The film asks to be judged on the acuity of its political ideas, yet comprehensively misunderstands the politics of the 1950s. At no point does it manage to distinguish anti-Communism from McCarthyism. The liberal and social democratic anti-Communists that subscribed to the principles set out in Arthur Schlesinger's book The Vital Center had no trouble in simultaneously reviling McCarthy and recognising that American Communism was no mere harmless heterodoxy. We know from the decrypts of intercepted Soviet cables under the Venona programme that the accusations against Julius Rosenberg and Alger Hiss were correct. We also know the extent of Soviet covert activity through the CPUSA, and the party's domination of a range of front organisations. These are no longer matters of dispute among serious historians. You won't find reference to this background in Clooney's film. The establishment of a Security Programme in the early Cold War was not a function of paranoia. It was a recognition that, given the nature of Soviet covert activity, and the CPUSA's aims and operations at that time, Communist affiliations were among the factors relevant to assessing someone's suitability for employment in government or defence-related industries. (Recall that in the crisis over Stalin's blockade of Berlin, the leadership of the CPUSA openly declared that in the event of war the Party would do everything in its power to secure a Soviet victory.)

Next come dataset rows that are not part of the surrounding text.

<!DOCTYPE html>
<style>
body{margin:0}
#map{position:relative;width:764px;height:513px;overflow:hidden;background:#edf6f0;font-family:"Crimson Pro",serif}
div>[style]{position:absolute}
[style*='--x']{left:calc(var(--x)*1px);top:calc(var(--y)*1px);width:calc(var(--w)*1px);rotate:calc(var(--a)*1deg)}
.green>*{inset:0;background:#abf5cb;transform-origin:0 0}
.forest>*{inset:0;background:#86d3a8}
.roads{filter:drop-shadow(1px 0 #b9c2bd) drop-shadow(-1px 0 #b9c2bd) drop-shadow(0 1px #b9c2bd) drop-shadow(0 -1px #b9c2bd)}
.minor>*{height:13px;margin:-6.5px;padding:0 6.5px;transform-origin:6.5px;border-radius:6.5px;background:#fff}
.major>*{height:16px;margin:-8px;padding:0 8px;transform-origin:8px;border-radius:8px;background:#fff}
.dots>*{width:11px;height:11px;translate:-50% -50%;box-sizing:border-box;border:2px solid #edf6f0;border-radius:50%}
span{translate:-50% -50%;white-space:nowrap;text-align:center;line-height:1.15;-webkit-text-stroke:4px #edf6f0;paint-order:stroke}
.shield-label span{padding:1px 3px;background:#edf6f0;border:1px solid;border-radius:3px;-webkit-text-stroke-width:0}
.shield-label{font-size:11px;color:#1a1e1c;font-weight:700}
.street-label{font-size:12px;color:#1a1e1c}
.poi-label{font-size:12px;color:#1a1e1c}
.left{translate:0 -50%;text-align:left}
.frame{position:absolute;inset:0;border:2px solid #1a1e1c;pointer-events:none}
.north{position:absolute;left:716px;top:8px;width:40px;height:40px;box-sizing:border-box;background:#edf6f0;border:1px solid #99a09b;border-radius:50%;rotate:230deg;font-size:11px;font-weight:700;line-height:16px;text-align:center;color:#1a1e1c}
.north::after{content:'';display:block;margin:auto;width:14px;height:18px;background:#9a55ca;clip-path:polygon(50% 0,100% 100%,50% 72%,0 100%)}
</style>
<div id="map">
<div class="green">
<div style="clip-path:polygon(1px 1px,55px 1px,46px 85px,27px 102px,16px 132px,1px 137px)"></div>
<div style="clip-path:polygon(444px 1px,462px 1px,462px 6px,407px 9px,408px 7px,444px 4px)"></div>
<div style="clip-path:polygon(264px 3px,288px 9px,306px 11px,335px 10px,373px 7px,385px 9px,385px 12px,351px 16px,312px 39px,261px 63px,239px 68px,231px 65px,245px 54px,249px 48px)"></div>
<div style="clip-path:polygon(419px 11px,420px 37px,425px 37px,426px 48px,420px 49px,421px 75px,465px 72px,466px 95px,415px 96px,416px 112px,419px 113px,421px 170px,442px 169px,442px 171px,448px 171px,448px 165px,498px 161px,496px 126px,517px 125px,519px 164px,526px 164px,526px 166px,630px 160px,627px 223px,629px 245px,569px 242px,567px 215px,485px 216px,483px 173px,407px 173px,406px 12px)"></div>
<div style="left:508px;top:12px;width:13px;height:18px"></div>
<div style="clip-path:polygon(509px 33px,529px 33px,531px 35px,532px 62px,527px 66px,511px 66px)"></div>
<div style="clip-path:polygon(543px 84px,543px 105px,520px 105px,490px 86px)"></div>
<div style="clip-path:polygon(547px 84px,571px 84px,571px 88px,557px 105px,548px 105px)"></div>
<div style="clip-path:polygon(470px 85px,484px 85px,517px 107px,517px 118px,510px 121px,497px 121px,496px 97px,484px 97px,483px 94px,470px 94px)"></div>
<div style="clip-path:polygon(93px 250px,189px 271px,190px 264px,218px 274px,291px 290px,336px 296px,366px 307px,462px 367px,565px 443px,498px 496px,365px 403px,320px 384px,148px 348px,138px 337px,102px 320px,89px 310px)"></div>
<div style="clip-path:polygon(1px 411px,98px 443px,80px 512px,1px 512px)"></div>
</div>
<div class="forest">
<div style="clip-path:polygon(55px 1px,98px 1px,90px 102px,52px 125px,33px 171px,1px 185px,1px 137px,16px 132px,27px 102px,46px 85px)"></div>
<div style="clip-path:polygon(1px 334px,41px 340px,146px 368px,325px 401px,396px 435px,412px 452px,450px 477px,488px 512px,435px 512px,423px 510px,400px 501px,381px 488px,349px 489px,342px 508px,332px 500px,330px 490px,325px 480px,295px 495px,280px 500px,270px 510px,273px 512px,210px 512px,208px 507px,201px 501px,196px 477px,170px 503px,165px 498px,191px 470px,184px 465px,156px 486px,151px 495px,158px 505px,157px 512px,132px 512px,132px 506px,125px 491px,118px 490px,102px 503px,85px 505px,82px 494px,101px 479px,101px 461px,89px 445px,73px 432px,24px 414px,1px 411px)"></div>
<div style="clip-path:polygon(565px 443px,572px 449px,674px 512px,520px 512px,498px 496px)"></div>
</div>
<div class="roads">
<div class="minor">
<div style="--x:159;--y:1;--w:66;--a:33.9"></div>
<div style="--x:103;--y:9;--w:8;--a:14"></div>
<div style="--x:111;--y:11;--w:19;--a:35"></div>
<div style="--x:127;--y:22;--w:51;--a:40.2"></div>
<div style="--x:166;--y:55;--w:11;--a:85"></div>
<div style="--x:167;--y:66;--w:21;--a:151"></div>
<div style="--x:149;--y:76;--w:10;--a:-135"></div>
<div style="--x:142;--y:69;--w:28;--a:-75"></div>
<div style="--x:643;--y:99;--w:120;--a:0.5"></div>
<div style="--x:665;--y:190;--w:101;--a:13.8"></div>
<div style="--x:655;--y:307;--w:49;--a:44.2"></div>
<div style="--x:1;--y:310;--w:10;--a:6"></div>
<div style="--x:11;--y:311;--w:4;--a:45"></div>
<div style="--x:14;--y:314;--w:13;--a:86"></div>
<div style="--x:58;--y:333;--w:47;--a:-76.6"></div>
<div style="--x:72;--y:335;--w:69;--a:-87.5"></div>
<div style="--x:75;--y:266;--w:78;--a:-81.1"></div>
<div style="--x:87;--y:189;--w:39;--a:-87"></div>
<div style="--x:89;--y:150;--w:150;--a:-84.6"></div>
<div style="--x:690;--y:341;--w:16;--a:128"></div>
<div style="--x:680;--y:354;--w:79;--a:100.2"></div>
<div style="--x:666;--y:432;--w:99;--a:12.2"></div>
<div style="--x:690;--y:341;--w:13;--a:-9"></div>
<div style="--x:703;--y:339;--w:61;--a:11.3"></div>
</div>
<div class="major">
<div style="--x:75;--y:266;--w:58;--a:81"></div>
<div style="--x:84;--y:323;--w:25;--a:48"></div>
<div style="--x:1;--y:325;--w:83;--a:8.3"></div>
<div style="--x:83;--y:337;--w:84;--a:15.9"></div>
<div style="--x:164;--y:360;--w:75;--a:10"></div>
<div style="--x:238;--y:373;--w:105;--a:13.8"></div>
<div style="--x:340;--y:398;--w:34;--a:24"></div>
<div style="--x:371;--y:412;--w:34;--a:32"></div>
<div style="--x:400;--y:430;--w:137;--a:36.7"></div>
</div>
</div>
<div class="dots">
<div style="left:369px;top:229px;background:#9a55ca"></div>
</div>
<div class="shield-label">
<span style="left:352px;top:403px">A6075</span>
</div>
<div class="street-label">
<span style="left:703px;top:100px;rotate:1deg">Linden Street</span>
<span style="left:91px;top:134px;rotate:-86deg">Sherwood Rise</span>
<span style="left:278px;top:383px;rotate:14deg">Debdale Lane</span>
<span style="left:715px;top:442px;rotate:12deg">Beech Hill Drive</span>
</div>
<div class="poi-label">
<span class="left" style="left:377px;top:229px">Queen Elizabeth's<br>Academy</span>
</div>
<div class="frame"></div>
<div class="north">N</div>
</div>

Clooney's film gives no such context, and also misrepresents Murrow's own contribution to the downfall of McCarthy. Murrow was very late in coming to this cause. I point out in the radio discussion that his famous anti-McCarthy broadcast was in March 1954, whereas President Eisenhower had already taken personal charge of the political campaign to bring down McCarthy the previous month. You're not really risking your professional reputation in attacking a maverick right-wing Senator if the Republican President has got there before you.

Good Night, And Good Luck is worth seeing. I can give no such recommendation for Syriana, an enervating and largely incomprehensible "thriller" [sic] about oil, the Middle East, the CIA and nefarious American interventions - I think. The film has been nominated for a number of Academy awards, but its caricature of international politics is so extreme that it might as well have been made as a cartoon. When Michael Moore won his award for the mendacious Fahrenheit 9/11, someone termed it "Chomsky for Dummies". Syriana is Michael Moore for those who find the genuine article too learned and allusive.

UPDATE: A misleading ambiguity crept into the last paragraph. The award for Fahrenheit 9/11 that I was recalling was not an Academy award but the Palme D'Or at the 2004 Cannes Film Festival. Thanks to readers for pointing this out.